According to the doctor, it was a strange and “unusual” occurrence that baffled the six doctors who thought they were handling a routine surgery to remove the fibroid from her.
“That episode was unusual for that type of surgery. Somebody you operated in the pelvis now passing blood from the mouth,” the doctor said. He continued: “Why should blood come from the stomach when we did not operate the stomach? The site of the operation healed very well. Remember we did not operate the intestines. The fibroid is not in the intestine.”
Since the death of Mrs. Mofe-Damijo, newsmen have been storming the hitherto obscure Providence Hospital in Surulere in search of clues to her shocking death. The chief medical officer, Dr. John Esangbedo, said he was busy, but directed me to the hospital’s Director of Clinical Services who agreed to be interviewed on condition of anonymity.
Asked if the “unusual” vomiting of blood has a spiritual or supernatural implication, the doctor said: “I am not talking of spiritual explanation. This is certainly unexpected. Bleeding from the stomach is unexpected.”
On what was done to staunch the vomiting of blood, the doctor said: “we passed something to drain what was collected there (in the stomach). What was coming out was bloody. We were shocked. We wondered: Why is this woman doing like this? But we were giving her adequate blood transfusion that was well-screened. There was no blood transfusion reaction. It is not everybody who has blood transfusion that can be saved.”

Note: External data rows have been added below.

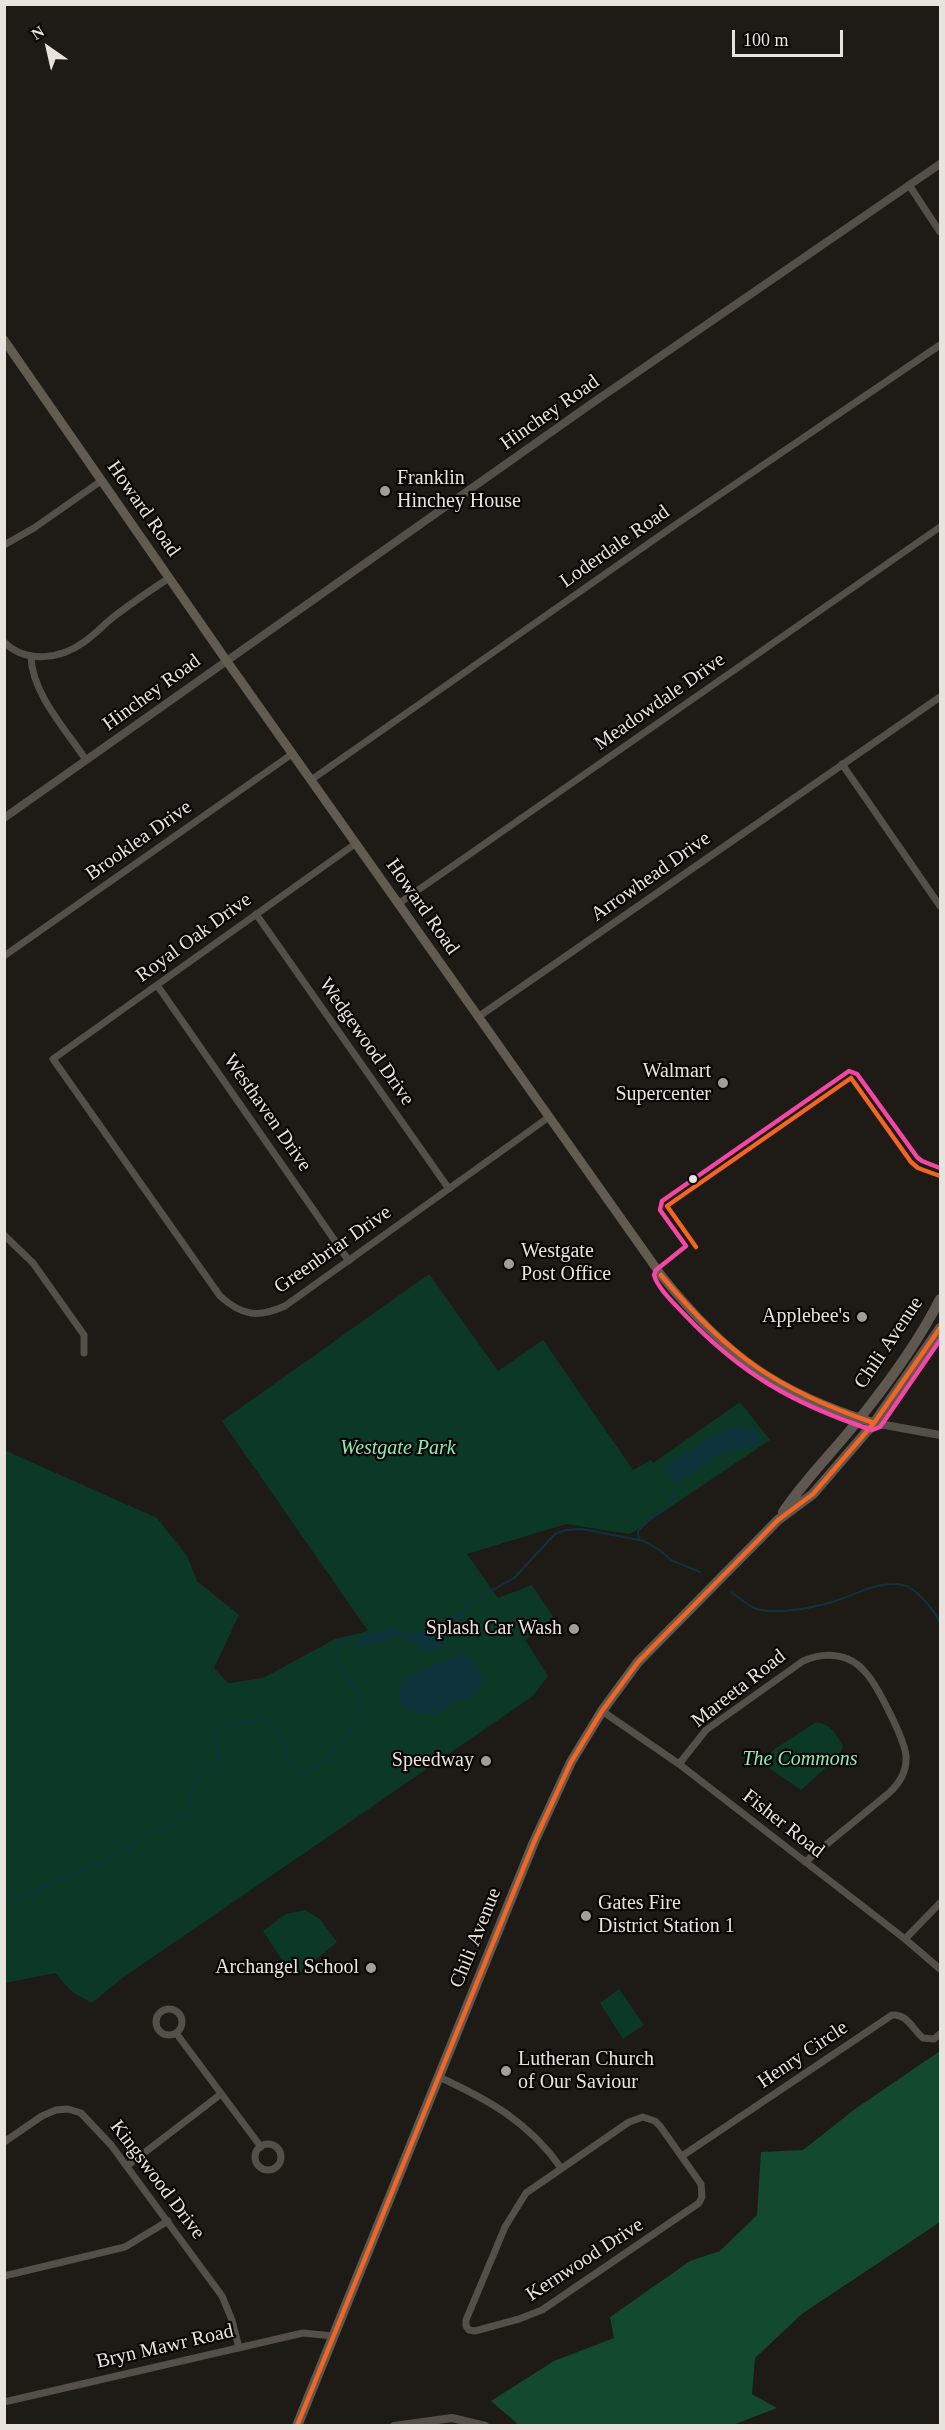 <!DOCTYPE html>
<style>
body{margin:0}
#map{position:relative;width:945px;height:2430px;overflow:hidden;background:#1e1a15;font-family:"Times New Roman",serif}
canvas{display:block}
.frame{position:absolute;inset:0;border:6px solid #e9e3dd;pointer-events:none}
.north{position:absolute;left:18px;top:18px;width:60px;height:60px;-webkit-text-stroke:4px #090603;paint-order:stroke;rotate:326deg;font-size:16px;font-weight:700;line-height:24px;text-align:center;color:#e9e3dd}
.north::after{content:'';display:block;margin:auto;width:21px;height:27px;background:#e9e3dd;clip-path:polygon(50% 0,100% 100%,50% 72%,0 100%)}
.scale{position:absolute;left:732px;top:30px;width:111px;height:27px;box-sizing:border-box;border:3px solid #e9e3dd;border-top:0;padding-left:8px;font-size:18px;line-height:21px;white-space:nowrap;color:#e9e3dd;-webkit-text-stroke:4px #090603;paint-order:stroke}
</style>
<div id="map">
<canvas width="945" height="2430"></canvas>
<div class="frame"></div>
<div class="north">N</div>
<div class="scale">100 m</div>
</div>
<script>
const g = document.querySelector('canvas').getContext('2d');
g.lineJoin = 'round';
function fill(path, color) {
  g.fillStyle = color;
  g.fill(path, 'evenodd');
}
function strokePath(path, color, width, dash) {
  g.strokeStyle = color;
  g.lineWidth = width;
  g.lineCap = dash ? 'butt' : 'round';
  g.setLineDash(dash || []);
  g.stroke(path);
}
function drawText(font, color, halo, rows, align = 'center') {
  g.font = font + ' "Times New Roman",serif';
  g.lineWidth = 4.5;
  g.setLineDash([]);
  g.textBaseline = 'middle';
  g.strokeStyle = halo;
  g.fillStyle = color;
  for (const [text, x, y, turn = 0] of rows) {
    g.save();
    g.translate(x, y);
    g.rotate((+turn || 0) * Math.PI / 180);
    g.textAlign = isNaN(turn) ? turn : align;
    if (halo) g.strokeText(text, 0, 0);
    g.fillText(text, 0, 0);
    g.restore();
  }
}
fill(new Path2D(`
 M429,1274L498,1371L543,1340L633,1470L651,1460L653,1463L740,1402L770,1440L630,1534L566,1524L467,1554L498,1598L532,1585L554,1618L525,1640L548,1676L533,1696L121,1979L92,2003L72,1992L55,1973L5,1983L4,1450L157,1518L187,1556L197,1581L239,1615L214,1668L228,1683L263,1678L335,1639L368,1631L222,1421Z
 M816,1722C831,1724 836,1734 843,1746L840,1755L801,1790L760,1762L776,1748Z
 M305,1910L320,1919L337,1942L300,1972L288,1969L263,1931L286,1914Z
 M619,1989L644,2025L623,2039L600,2003Z`), '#0b3925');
fill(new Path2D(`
 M940,2051V2222L803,2313L755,2358L752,2394L777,2408L733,2425L520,2426L491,2401L554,2361L614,2338L610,2317L690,2261L720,2251L757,2215L761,2152L803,2150L855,2109Z`), '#12492f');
fill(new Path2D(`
 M734,1428C746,1428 761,1427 760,1443C752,1451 742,1447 732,1450C712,1456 696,1473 677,1482L670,1477L666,1469L669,1463L716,1434Z
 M464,1613L457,1628L437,1650L420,1651L417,1648L418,1644C388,1626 375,1652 355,1645C366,1632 378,1631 394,1628L405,1635C418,1629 433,1631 443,1626C451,1622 455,1615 464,1613Z
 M457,1655C473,1653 480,1668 482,1682L475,1695C468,1699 459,1699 453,1703C449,1705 446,1709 441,1711C429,1717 406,1715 400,1700C398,1695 399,1686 402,1682C412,1670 443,1662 457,1655Z`), '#0e343b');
strokePath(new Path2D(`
 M639,1540L638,1531C654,1512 674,1510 677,1482
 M731,1592C738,1597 746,1604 754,1608C776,1616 819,1607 841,1599C859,1593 882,1580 903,1585C915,1587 936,1612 940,1623
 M461,1614L473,1601L514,1578L555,1534L566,1530L582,1529L644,1541L658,1549L671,1560L700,1572
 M940,1664V1669
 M940,1716V1732
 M4,1902L20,1898L109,1858L157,1829L171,1826L185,1813L196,1780L220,1754L215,1746L213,1735L220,1725L265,1721C273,1728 280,1733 284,1743C289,1756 289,1768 303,1774C330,1761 345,1740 361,1715C360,1709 360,1702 358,1696C352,1678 333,1665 337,1645L352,1638L364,1637`), '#0e343b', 2);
strokePath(new Path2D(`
 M909,185L940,232
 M4,545L34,528L101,481
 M4,642C26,664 61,659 84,642C96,634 105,623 116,615C133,602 151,590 169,578
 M31,657C32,693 66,730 86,760
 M842,764L940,906
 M311,780L675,525L940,345
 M355,844L53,1059L220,1296C242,1316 258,1318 285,1306L549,1117
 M398,904L940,527
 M256,914L449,1189
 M4,956L292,754
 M157,985L349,1261
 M478,1017L940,697
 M4,1235L33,1263L84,1335V1353
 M602,1711L679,1764L905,1939L940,1969
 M679,1764L706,1730L803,1661C817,1655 833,1653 848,1659C855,1662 861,1667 866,1673C877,1685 905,1740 906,1756C907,1772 900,1783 889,1793L805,1862
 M905,1939L940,1903
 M156 2022a13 13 0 1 1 26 0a13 13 0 1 1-26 0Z
 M176,2033L261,2147
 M439,2077C489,2100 529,2122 561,2168
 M643,2117L655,2121L660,2126L701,2184L702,2197L699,2203L542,2310L519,2319L475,2331L469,2330L466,2326V2320L505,2227L526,2193L629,2122Z
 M4,2142L42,2116L56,2110L68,2109L81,2113L111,2145L222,2296L232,2320L239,2348
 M255 2157a13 13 0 1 1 26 0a13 13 0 1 1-26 0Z
 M682,2156L892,2015C908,2014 912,2029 923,2038L934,2039L940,2034
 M127,2166L221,2094
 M4,2276L125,2247L168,2221
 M4,2402L303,2333L333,2336`), '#544f48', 7);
strokePath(new Path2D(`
 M4,818L591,404L940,164
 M874,1423L940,1435
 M394,2426L452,2418L485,2426`), '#544f48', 8);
strokePath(new Path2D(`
 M4,340L226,660L661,1275C726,1356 775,1392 874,1423`), '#615b52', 9);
strokePath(new Path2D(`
 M783,1512C806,1478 835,1450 860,1418C889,1382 919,1341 940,1299
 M297,2426L534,1842L571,1762L602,1711L638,1662L778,1520L813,1494L874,1423L940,1328`), '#5f5850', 10);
strokePath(new Path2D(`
 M851,1078L911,1162L918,1168L940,1176
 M667,1206L851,1078
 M667,1206L696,1247
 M661,1275C728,1355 775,1389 874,1423
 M297,2426L534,1842L571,1762L602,1711L638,1662L778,1520L813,1494L874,1423L940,1328`), '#f26522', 4.5);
strokePath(new Path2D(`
 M940,1168L922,1161L917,1157L857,1074L849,1071L662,1201L660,1210L686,1246L656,1270L654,1275C658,1289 675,1304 685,1315C742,1375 794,1404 872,1430L880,1427L940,1340`), '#f346a5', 4.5);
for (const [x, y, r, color] of [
 [385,491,6,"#a29d97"],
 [723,1083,6,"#a29d97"],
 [693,1179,5,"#e9e3dd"],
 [509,1264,6,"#a29d97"],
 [862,1317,6,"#a29d97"],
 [574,1629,6,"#a29d97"],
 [486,1761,6,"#a29d97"],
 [586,1916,6,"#a29d97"],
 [371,1968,6,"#a29d97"],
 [506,2071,6,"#a29d97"]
]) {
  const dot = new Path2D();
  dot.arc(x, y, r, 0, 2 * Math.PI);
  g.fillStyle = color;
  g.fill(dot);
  strokePath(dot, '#090603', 2);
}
drawText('20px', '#e9e3dd', '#090603', [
 ["Hinchey Road",550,413,-35],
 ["Howard Road",143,509,55],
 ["Loderdale Road",615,547,-35],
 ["Hinchey Road",152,693,-36],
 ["Meadowdale Drive",660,702,-35],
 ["Brooklea Drive",139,841,-35],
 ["Arrowhead Drive",651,877,-35],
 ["Howard Road",422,907,55],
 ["Royal Oak Drive",194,938,-36],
 ["Wedgewood Drive",366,1042,55],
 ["Westhaven Drive",267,1113,55],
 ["Greenbriar Drive",333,1250,-35],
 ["Chili Avenue",889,1343,-56],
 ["Mareeta Road",739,1689,-38],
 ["Fisher Road",783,1824,38],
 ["Chili Avenue",476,1938,-68],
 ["Henry Circle",803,2055,-34],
 ["Kingswood Drive",157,2180,53],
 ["Kernwood Drive",585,2260,-33],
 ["Bryn Mawr Road",165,2347,-13]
]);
drawText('20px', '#e9e3dd', '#090603', [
 ["Franklin",397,479,"left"],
 ["Hinchey House",397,502,"left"],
 ["Walmart",711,1072],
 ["Supercenter",711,1095],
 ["Westgate",521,1252,"left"],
 ["Post Office",521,1275,"left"],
 ["Applebee's",850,1317],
 ["Splash Car Wash",562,1629],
 ["Speedway",474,1761],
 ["Gates Fire",598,1904,"left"],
 ["District Station 1",598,1927,"left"],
 ["Archangel School",359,1968],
 ["Lutheran Church",518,2060,"left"],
 ["of Our Saviour",518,2083,"left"]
], 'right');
drawText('italic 20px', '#90e9b8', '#090603', [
 ["Westgate Park",398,1449],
 ["The Commons",800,1760]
]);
</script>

The doctor said another strange occurrence was that when MEE’s stomach was touched, “it was soft instead of being hard.” According to the doctor, the blood vomiting precipitated a second surgery. Said he: “The first surgery had been done and everything was fine. She was even reading novels, joking, playing with us. Then we noticed things changed gradually. We felt we had to scan her. We invited some doctors. When things are getting to this stage, we need to re-explore. It is not because of poor technique. Anything can happen that can make you go back to the theatre. Not because of poor technique or poor facility. We brought experts from other hospitals. What happened was unusual. It is not pertinent with the surgery we did. Let us not discuss the unusual.”
The doctor said prior to coming for operation, MEE “had had two previous surgeries outside this country. What we did was a repeat of the same fibroid. Let us just take it that we did our best. Providence is one of the best hospitals in Lagos. We parade a lot of equipment, highly skilled medical facilities. If this procedure was carried out in Britain, the same thing would have happened. It was not due to negligence nor poor monitoring. Can you imagine what we went through?”
In the middle of the interview, an old female doctor who was part of the team of surgeons that battled to save MEE’s life was questioned but she declined to answer. She would not even give her name. “I don’t know my name,” she said. “For 27 years I have been practising, nobody came to ask my name. The day that everything goes well, nobody talks. Doctors are not gods. Please, stop harassing us!”
With that she bolted the door and left angrily, muttering.
Back to the first doctor, she said MEE being a public figure, all precautions were taken, to ensure nothing went wrong. “We gave her the best ward, the one very next to the nursing section such that they were all at her beck and call. She was properly monitored.”
On whether MEE died on account of bad luck, the doctor replied: “I don’t believe in luck. It is an occultic language. Anybody who does surgery has some risk, which is why we make people sign consent form, so that when anything happens, you can’t hold the doctor. It is that little risk that makes us ask you to sign a consent form. We never expected death. Death is a callous entity.”